◆ **REQUIRED ACTION**
Retype exactly, and only, the lines from the one that contains "Extract the structured" through the final line of the entries.

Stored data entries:
= = = =
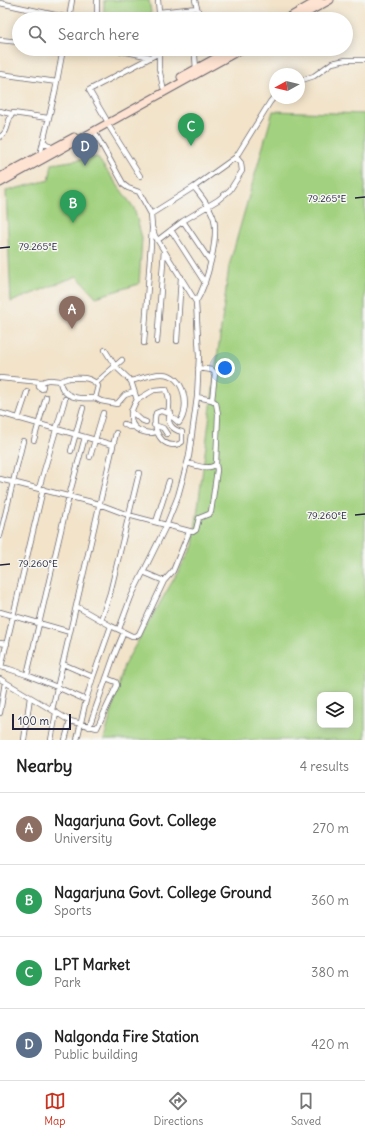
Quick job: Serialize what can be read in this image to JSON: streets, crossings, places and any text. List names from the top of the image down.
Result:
{
  "scale_bar": "100 m",
  "north": "left",
  "page": {
    "search": "Search here",
    "pins": [
      "C",
      "D",
      "B",
      "A"
    ],
    "scale": "100 m",
    "heading": ["Nearby", "4 results"],
    "list": [
      {
        "mark": "A",
        "name": "Nagarjuna Govt. College",
        "note": "University",
        "value": "270 m"
      },
      {
        "mark": "B",
        "name": "Nagarjuna Govt. College Ground",
        "note": "Sports",
        "value": "360 m"
      },
      {
        "mark": "C",
        "name": "LPT Market",
        "note": "Park",
        "value": "380 m"
      },
      {
        "mark": "D",
        "name": "Nalgonda Fire Station",
        "note": "Public building",
        "value": "420 m"
      }
    ],
    "nav": ["Map", "Directions", "Saved"]
  },
  "coordinates": ["79.265°E", "79.260°E"]
}
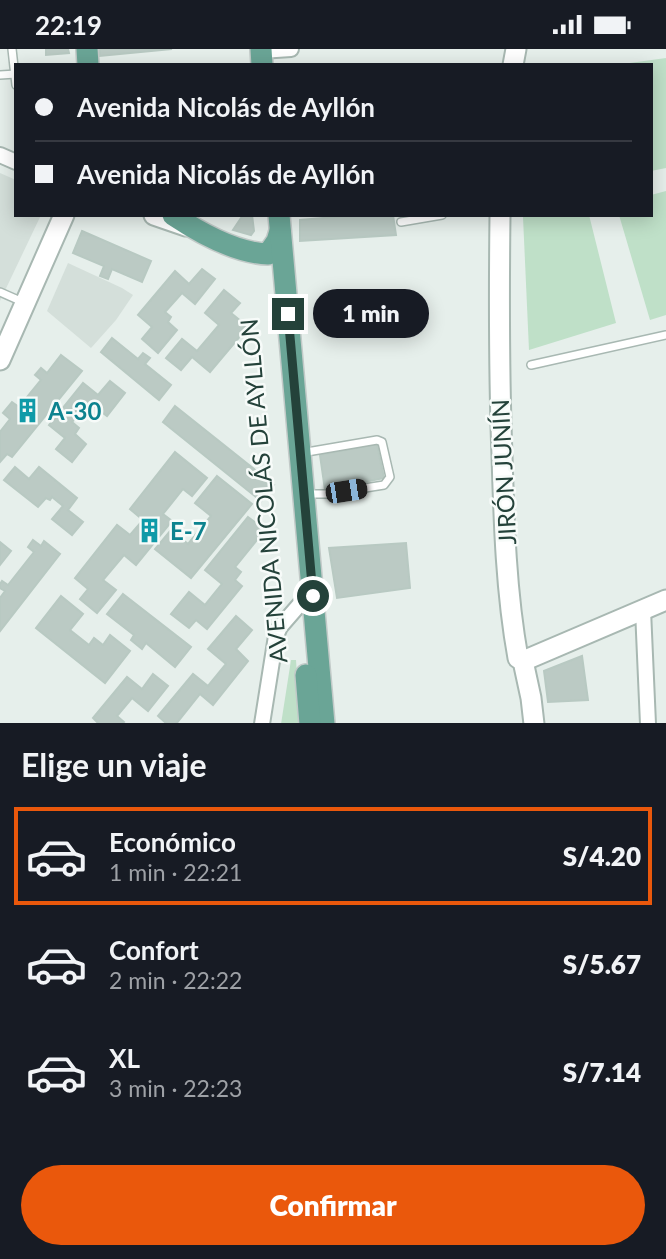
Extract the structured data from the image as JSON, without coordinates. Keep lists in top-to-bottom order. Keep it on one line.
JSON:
= = = =
◆ **RESPONSE TO THE EXERCISE**
Extract the structured data from the image as JSON, without coordinates. Keep lists in top-to-bottom order. Keep it on one line.
JSON:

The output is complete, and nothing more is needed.